*Assignment*: Scan the lines below for "grid" and copy the matches.

*Material provided*:

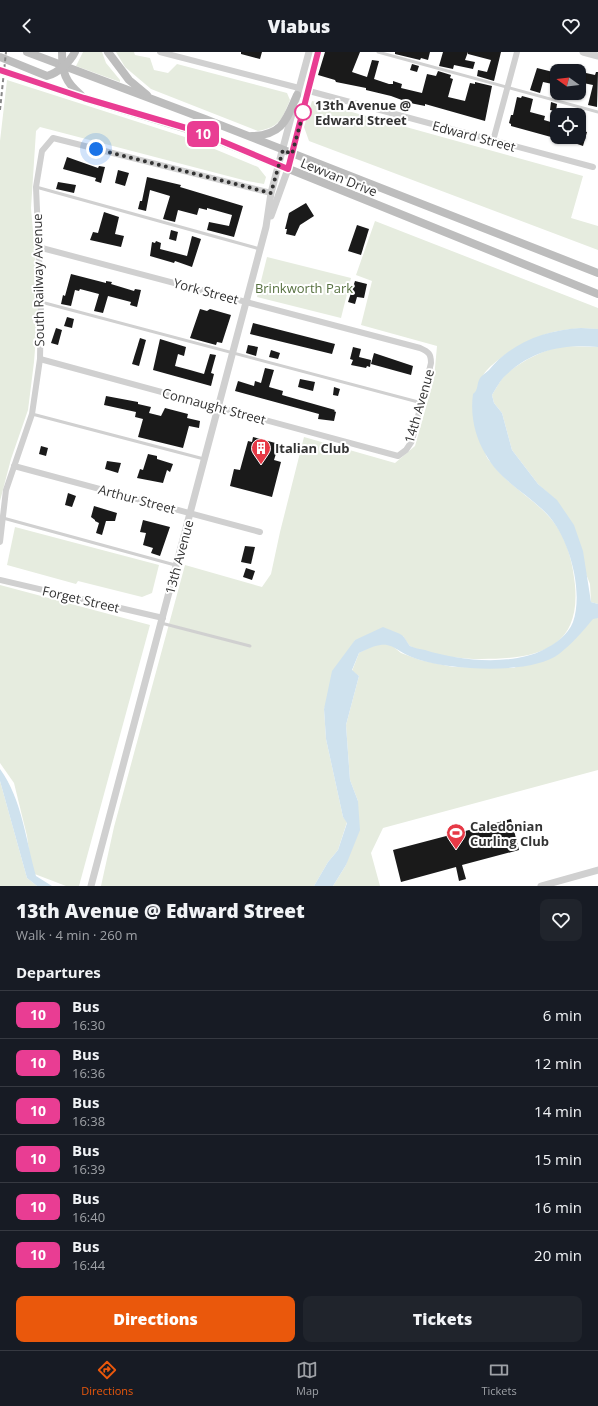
<!DOCTYPE html>
<meta charset="utf-8">
<style>
body{margin:0;font-family:"Open Sans",sans-serif;background:#20242c;color:#f1f3f6;height:100vh;display:flex;flex-direction:column;font-size:15px;white-space:nowrap}
*{box-sizing:border-box;margin:0}
p{font-size:13px;color:#9ea1a6}
.icon{flex:none;width:22px;height:22px;fill:none;stroke:currentColor;stroke-width:2;stroke-linecap:round;stroke-linejoin:round}
.map{position:relative;height:834px;overflow:hidden}
.sheet{display:flex;flex-direction:column;background:#171b24;flex:1}
.sheet>*{flex:none}
.badge{padding:0 8px;border-radius:6px;font-size:14px;line-height:26px}
.needle{width:26px;rotate:285deg}
.buttons{position:absolute;left:550px;top:12px;display:grid;gap:8px}
.buttons a{display:grid;place-items:center;width:36px;height:36px;border-radius:8px;background:#171b24;box-shadow:0 1px 3px #0004;font-size:20px}
.you{position:absolute;width:20px;height:20px;margin:-10px;border:3px solid #fff;border-radius:50%;background:#1a73e8;box-shadow:0 0 0 6px #1a73e833}
.map>.badge{position:absolute;translate:-50% -50%;box-shadow:0 0 0 2px #fff}
h2{padding:0 16px;font-size:15px;line-height:36px}
.round{display:grid;place-items:center;flex:none;width:42px;height:42px;border-radius:8px;background:#20242c}
.summary{display:flex;align-items:center;justify-content:space-between;height:68px;padding:0 16px}
h1{font-size:19px;font-weight:800;line-height:30px}
.button{display:flex;gap:8px;margin-top:auto;padding:8px 16px}
.button a{flex:1;height:46px;border-radius:8px;background:#ea580c;color:#fff;font-size:16px;font-weight:800;line-height:46px;text-align:center}
.button a+a{background:#20242c;color:#f1f3f6}
ul{padding:0;list-style:none}
li{display:flex;align-items:center;gap:12px;height:48px;padding:0 16px;border-top:1px solid #363941}
li div{flex:1}
li b{display:block;font-size:15px}
li em{font-style:normal}
li .badge{min-width:44px;font-weight:700;text-align:center}
header{display:flex;justify-content:space-between;align-items:center;height:52px;padding:0 16px;background:#171b24;font-size:18px;font-weight:800}
.dock{display:flex;justify-content:space-around;align-items:center;height:56px;border-top:1px solid #363941;background:#171b24;font-size:11px;color:#9ea1a6}
.dock a{display:grid;justify-items:center;gap:2px}
.dock .on{color:#ea580c}
.map>svg:first-child{display:block}
</style>
<header><svg class="icon" aria-label="back" viewBox="0 0 24 24"><path d="M15 5l-7 7 7 7"/></svg>Viabus<svg class="icon" aria-label="heart" viewBox="0 0 24 24"><path d="M12 20l-8-8c-3-5 5-10 8-4 3-6 11-1 8 4z"/></svg></header>
<div class="map">
<svg width="598" height="834" viewBox="0 0 598 834">
<rect width="100%" height="100%" fill="#fff"/>
<!-- green -->
<g fill="#e6ecdf">
<polygon points="83,0 102,0 106,11 120,28 120,30 76,14"/>
<path d="M 116,0 L 134,0 L 135,3 L 150,6 L 154,18 L 168,21 L 177,12 L 287,41 L 290,48 C 282,67 280,75 258,79 L 151,37 L 125,15 Z"/>
<polygon points="7,28 188,86 258,115 266,125 264,132 247,129 40,75 36,79 31,156 39,247 34,310 28,358 11,407 0,449 0,89"/>
<polygon points="312,49 583,124 571,166 598,174 598,198 309,89 304,75"/>
<path d="M 375,169 L 598,256 L 598,277 C 561,274 532,283 502,305 C 479,322 476,331 480,358 C 482,372 481,390 486,403 C 487,407 491,410 493,413 C 512,438 543,451 559,478 C 569,495 573,514 575,533 C 581,599 535,607 481,607 C 467,608 422,602 410,594 C 408,592 405,587 403,584 L 355,588 L 324,657 L 326,687 L 343,765 L 347,770 L 338,798 L 328,810 L 314,834 L 101,834 L 114,775 L 185,513 L 262,535 L 271,522 L 280,480 L 304,385 L 395,411 L 415,394 L 434,327 L 437,294 L 361,273 L 372,229 L 356,223 Z"/>
<polygon points="267,205 351,226 341,266 257,245"/>
<path d="M 565,294 L 598,295 L 598,552 L 591,550 L 590,532 L 557,449 L 538,432 L 512,398 L 502,361 L 494,351 L 492,343 C 496,337 500,328 506,322 C 522,309 544,297 565,294 Z"/>
<polygon points="15,475 159,513 152,541 142,545 78,529 76,532 7,513"/>
<polygon points="0,533 150,573 79,834 66,834 32,821 27,784 14,731 0,711"/>
<polygon points="593,566 598,566 598,718 383,776 371,801 380,834 333,834 346,813 358,749 350,728 346,673 359,624 352,619 359,601 376,592 390,592 401,601 420,608 453,615 514,616 580,581"/>
<polygon points="0,729 27,826 37,834 0,834"/>
</g>
<!-- water -->
<g fill="#cfe2ee">
<path d="M 581,276 L 598,277 L 598,295 C 562,292 533,298 506,323 C 500,328 496,337 492,343 L 494,351 L 502,361 L 512,398 L 538,432 L 557,448 L 574,473 L 583,499 L 591,550 L 598,552 L 598,566 L 593,567 C 583,579 572,592 559,602 C 531,623 453,618 420,608 C 389,599 395,583 359,601 L 352,618 L 359,624 L 346,673 L 350,728 L 358,749 L 360,778 L 346,813 L 333,834 L 314,834 L 328,810 L 338,798 L 347,771 L 343,765 L 326,687 L 324,657 L 332,619 L 355,588 L 383,575 C 389,578 398,580 403,584 C 406,587 407,591 410,594 C 414,596 420,597 425,598 C 459,609 511,614 543,598 C 555,592 568,583 573,570 C 584,539 569,485 547,462 C 527,441 500,429 486,403 C 475,385 470,363 473,342 C 479,337 476,333 480,326 C 482,323 486,321 489,318 C 512,290 546,278 581,276 Z"/>
<path d="M 0,717 C 22,747 26,789 36,824 L 52,834 L 37,834 L 27,826 L 0,729 Z"/>
</g>
<!-- building -->
<g fill="#1a1a1a">
<polygon points="241,0 262,0 260,7 241,2"/>
<polygon points="325,0 360,0 352,20 367,25 372,8 379,9 374,27 389,32 393,32 393,29 402,32 401,36 422,41 427,22 436,24 438,19 451,23 450,26 453,27 448,45 465,49 470,31 475,32 475,30 492,34 485,69 425,52 425,54 410,51 391,44 366,38 366,36 336,30 335,28 318,23"/>
<polygon points="395,0 430,0 428,8 421,6 420,8 395,2"/>
<polygon points="443,0 468,0 465,8 475,10 473,17 454,13 453,17 439,14"/>
<polygon points="468,0 501,0 494,29 477,24 478,18 487,20 491,8 468,2"/>
<polygon points="412,12 419,14 417,20 410,18"/>
<polygon points="556,13 572,17 572,19 554,19"/>
<polygon points="537,16 557,21 557,33 543,30 540,41 530,38"/>
<polygon points="596,20 598,20 597,55 588,53 593,33 583,31 586,21 595,23"/>
<polygon points="522,44 533,47 530,60 545,64 544,68 554,71 551,85 511,74 511,72 509,71 511,63 513,63 517,45 521,46"/>
<polygon points="551,50 557,52 556,59 550,58"/>
<polygon points="580,78 587,80 583,94 563,87 563,85 579,85"/>
<polygon points="67,105 98,116 99,114 105,115 101,131 95,129 96,126 63,117"/>
<polygon points="118,118 129,121 125,134 115,131"/>
<polygon points="147,125 181,133 180,135 243,154 234,185 207,178 209,170 229,174 232,163 207,156 207,158 199,156 197,163 178,158 175,170 163,167 170,144 150,138 146,159 138,157 140,149 142,149"/>
<polygon points="58,130 76,133 74,141 56,137"/>
<polygon points="306,151 314,164 300,173 295,184 286,182 287,177 285,177 289,161"/>
<polygon points="104,160 119,165 115,182 124,184 121,195 90,188 93,180 98,181"/>
<polygon points="357,173 369,177 361,203 348,199"/>
<polygon points="171,178 178,180 176,189 169,187"/>
<polygon points="192,184 201,187 192,215 175,209 174,211 150,204 152,190 155,191 156,189 161,191 160,197 187,204"/>
<polygon points="71,222 106,231 106,229 112,230 111,232 134,239 135,237 141,238 137,255 130,253 131,250 108,244 103,261 94,259 99,242 80,237 79,239 75,238 71,254 61,252 63,243 65,244"/>
<polygon points="355,229 367,232 364,246 357,245 355,252 348,250"/>
<polygon points="200,257 207,259 210,257 231,263 222,291 217,290 216,293 190,286"/>
<polygon points="67,265 74,267 72,276 64,274"/>
<polygon points="253,271 335,292 332,302 250,282"/>
<polygon points="56,276 62,278 58,293 51,291"/>
<polygon points="140,286 146,288 139,314 132,312"/>
<polygon points="160,287 186,295 184,304 178,302 175,314 190,318 204,322 210,302 216,303 211,321 214,322 211,334 153,318"/>
<polygon points="248,293 258,295 256,304 246,301"/>
<polygon points="353,295 361,297 359,305 371,308 370,315 367,314 366,316 351,313 353,308 350,307"/>
<polygon points="271,298 280,301 278,307 269,305"/>
<polygon points="374,301 413,314 411,323 371,312"/>
<polygon points="265,316 274,318 269,335 283,339 282,343 335,358 334,359 336,360 334,369 318,367 319,362 235,339 238,329 254,334 255,329 261,331"/>
<polygon points="300,327 315,330 313,339 298,335"/>
<polygon points="334,335 340,337 338,344 333,343"/>
<polygon points="106,344 138,350 138,352 151,355 149,361 161,364 165,356 188,362 187,366 200,369 199,376 189,374 183,396 138,385 143,367 135,365 136,360 104,353"/>
<polygon points="253,385 279,392 274,408 281,410 272,445 230,434 234,417 240,418 248,389 252,390"/>
<polygon points="41,394 48,396 46,404 39,402"/>
<polygon points="148,402 157,404 157,407 173,412 170,420 167,418 163,431 137,426 140,417 143,418"/>
<polygon points="107,409 121,411 118,421 105,417"/>
<polygon points="68,441 76,444 72,455 65,453"/>
<polygon points="94,454 117,461 115,469 106,469 102,483 96,481 99,471 95,469 95,468 91,465"/>
<polygon points="143,468 170,475 160,504 151,501 153,496 143,493 146,481 140,480"/>
<polygon points="245,494 255,495 251,512 241,510"/>
<polygon points="246,516 255,519 252,528 243,525"/>
<polygon points="511,767 519,798 462,813 466,827 459,829 456,815 401,830 393,798"/>
</g>
<g fill="none" stroke-linecap="round" stroke-linejoin="round">
<!-- service -->
<g stroke="#d0d0d0" stroke-width="3">
<polyline points="378,0 598,60"/>
<polyline points="36,135 260,197"/>
<polyline points="41,250 422,351"/>
<polyline points="32,362 204,407"/>
<polyline points="3,466 175,513"/>
<polyline points="161,571 250,594"/>
</g>
<!-- minor -->
<g stroke="#d0d0d0" stroke-width="6">
<polyline points="160,0 299,36"/>
<polyline points="309,39 593,115"/>
<polyline points="493,89 517,0"/>
<path d="M 38,195 L 420,296 C 429,300 431,302 431,311 L 412,389 L 406,398 L 398,404 L 40,307"/>
<polyline points="14,414 260,480"/>
<polyline points="0,490 6,438 32,362 40,307 41,250 36,135 42,99 53,86 271,141"/>
<polyline points="0,528 163,566"/>
</g>
<!-- tertiary -->
<g stroke="#d0d0d0" stroke-width="7">
<polyline points="583,0 598,4"/>
<polyline points="296,48 309,0"/>
<polyline points="271,164 288,117 318,0"/>
<polyline points="91,834 266,175 271,141 293,58"/>
<polyline points="541,834 598,818"/>
</g>
<!-- secondary -->
<g stroke="#bdbdbd" stroke-width="8">
<polyline points="27,0 205,67 598,221"/>
<path d="M 62,0 C 62,20 65,30 81,43"/>
<polyline points="108,0 129,28 147,43"/>
<path d="M 0,5 L 47,24 C 58,21 70,10 75,0"/>
<polyline points="0,18 84,46 200,81 598,242"/>
<path d="M 252,84 C 283,83 286,68 297,43"/>
</g>
<!-- rail -->
<polyline stroke="#888" stroke-width="2" stroke-dasharray="4 3" stroke-linecap="butt" points="0,58 6,0"/>
</g>
<g fill="none" stroke-linecap="round" stroke-linejoin="round">
<!-- line casing -->
<g stroke="#fff" stroke-width="9">
<polyline id="line" points="0,18 84,46 200,80 288,117 318,0"/>
</g>
<!-- line -->
<use href="#line" stroke="#e93d93" stroke-width="6"/>
<!-- walk -->
<polyline stroke="#333" stroke-width="4" stroke-dasharray="0 7.2" points="96,97 271,141 283,98 292,102 304,58 303,60"/>
</g>
<!-- icons -->
<defs>
<g id="building-pin" transform="scale(1)"><path d="M0 17L-7.5 6A9.5 9.5 0 1 1 7.5 6Z" fill="#e63946" stroke="#fff"/><path d="M-4-6H4V6H1V3H-1V6H-4ZM-2.5-4.3h1.7v1.8h-1.7ZM.8-4.3h1.7v1.8H.8ZM-2.5-1h1.7V.8h-1.7ZM.8-1h1.7V.8H.8Z" fill="#fff"/></g>
<g id="stadium-pin" transform="scale(1)"><path d="M0 17L-7.5 6A9.5 9.5 0 1 1 7.5 6Z" fill="#e63946" stroke="#fff"/><path d="M0-5a6.5 5 0 1 0 0 10a6.5 5 0 1 0 0-10ZM-3.5-1.8h7v3.6h-7Z" fill="#fff"/></g>
</defs>
<g fill-rule="evenodd">
<use href="#building-pin" x="261" y="396"/>
<use href="#stadium-pin" x="456" y="781"/>
</g>
<!-- markers -->
<circle fill="#fff" stroke="#e93d93" stroke-width="2" cx="303" cy="60" r="8"/>
<g text-anchor="middle" dominant-baseline="central" stroke-width="4" stroke-linejoin="round" paint-order="stroke">
<!-- stop labels -->
<g font-size="13" font-weight="bold" fill="#333" stroke="#fff" text-anchor="start">
<text x="315" y="53">13th Avenue @<tspan x="315" dy="15">Edward Street</tspan></text>
</g>
<!-- street labels -->
<g font-size="13" fill="#333" stroke="#fff">
<text transform="translate(474 84) rotate(15)">Edward Street</text>
<text transform="translate(339 125) rotate(22)">Lewvan Drive</text>
<text transform="translate(38 228) rotate(-91)">South Railway Avenue</text>
<text transform="translate(206 239) rotate(15)">York Street</text>
<text transform="translate(214 354) rotate(15)">Connaught Street</text>
<text transform="translate(419 354) rotate(-74)">14th Avenue</text>
<text transform="translate(137 447) rotate(15)">Arthur Street</text>
<text transform="translate(179 505) rotate(-75)">13th Avenue</text>
<text transform="translate(81 547) rotate(13)">Forget Street</text>
</g>
<!-- park labels -->
<g font-size="13" fill="#56703f" stroke="#fff">
<text x="304" y="236">Brinkworth Park</text>
</g>
<!-- poi labels -->
<g font-size="13" font-weight="bold" fill="#333" stroke="#fff" text-anchor="start">
<text x="275" y="396">Italian Club</text>
<text x="470" y="774">Caledonian<tspan x="470" dy="15">Curling Club</tspan></text>
</g>
</g>
</svg>
<div class="buttons">
<a><svg class="needle" viewBox="-14 -14 28 28"><path d="M0-13l5 13h-10z" fill="#e53935"/><path d="M0 13l5-13h-10z" fill="#9ea1a6"/></svg></a>
<a><svg class="icon" aria-label="locate" viewBox="0 0 24 24"><circle cx="12" cy="12" r="6"/><path d="M12 2v4M12 18v4M2 12h4M18 12h4"/></svg></a>
</div>
<div class="you" style="left:96px;top:97px"></div>
<b class="badge" style="left:203px;top:82px;background:#e93d93;color:#fff">10</b>
</div>
<section class="sheet">
<div class="summary"><div><h1>13th Avenue @ Edward Street</h1><p>Walk · 4 min · 260 m</p></div><a class="round"><svg class="icon" aria-label="heart" viewBox="0 0 24 24"><path d="M12 20l-8-8c-3-5 5-10 8-4 3-6 11-1 8 4z"/></svg></a></div>
<h2>Departures</h2>
<ul>
<li><span class="badge" style="background:#e93d93;color:#fff">10</span><div><b>Bus</b><p>16:30</p></div><em>6 min</em></li>
<li><span class="badge" style="background:#e93d93;color:#fff">10</span><div><b>Bus</b><p>16:36</p></div><em>12 min</em></li>
<li><span class="badge" style="background:#e93d93;color:#fff">10</span><div><b>Bus</b><p>16:38</p></div><em>14 min</em></li>
<li><span class="badge" style="background:#e93d93;color:#fff">10</span><div><b>Bus</b><p>16:39</p></div><em>15 min</em></li>
<li><span class="badge" style="background:#e93d93;color:#fff">10</span><div><b>Bus</b><p>16:40</p></div><em>16 min</em></li>
<li><span class="badge" style="background:#e93d93;color:#fff">10</span><div><b>Bus</b><p>16:44</p></div><em>20 min</em></li>
</ul>
<div class="button"><a>Directions</a><a>Tickets</a></div>
</section>
<nav class="dock">
<a class="on"><svg class="icon" aria-label="directions" viewBox="0 0 24 24"><path d="M12 3l9 9-9 9-9-9zM9 14v-3h6M13 9l2 2-2 2"/></svg>Directions</a>
<a><svg class="icon" aria-label="map" viewBox="0 0 24 24"><path d="M3 6l6-2 6 2 6-2v14l-6 2-6-2-6 2zM9 4v14M15 6v14"/></svg>Map</a>
<a><svg class="icon" aria-label="tickets" viewBox="0 0 24 24"><path d="M3 7h18v10H3zM15 7v10"/></svg>Tickets</a>
</nav>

*Task output*:
.buttons{position:absolute;left:550px;top:12px;display:grid;gap:8px}
.buttons a{display:grid;place-items:center;width:36px;height:36px;border-radius:8px;background:#171b24;box-shadow:0 1px 3px #0004;font-size:20px}
.round{display:grid;place-items:center;flex:none;width:42px;height:42px;border-radius:8px;background:#20242c}
.dock a{display:grid;justify-items:center;gap:2px}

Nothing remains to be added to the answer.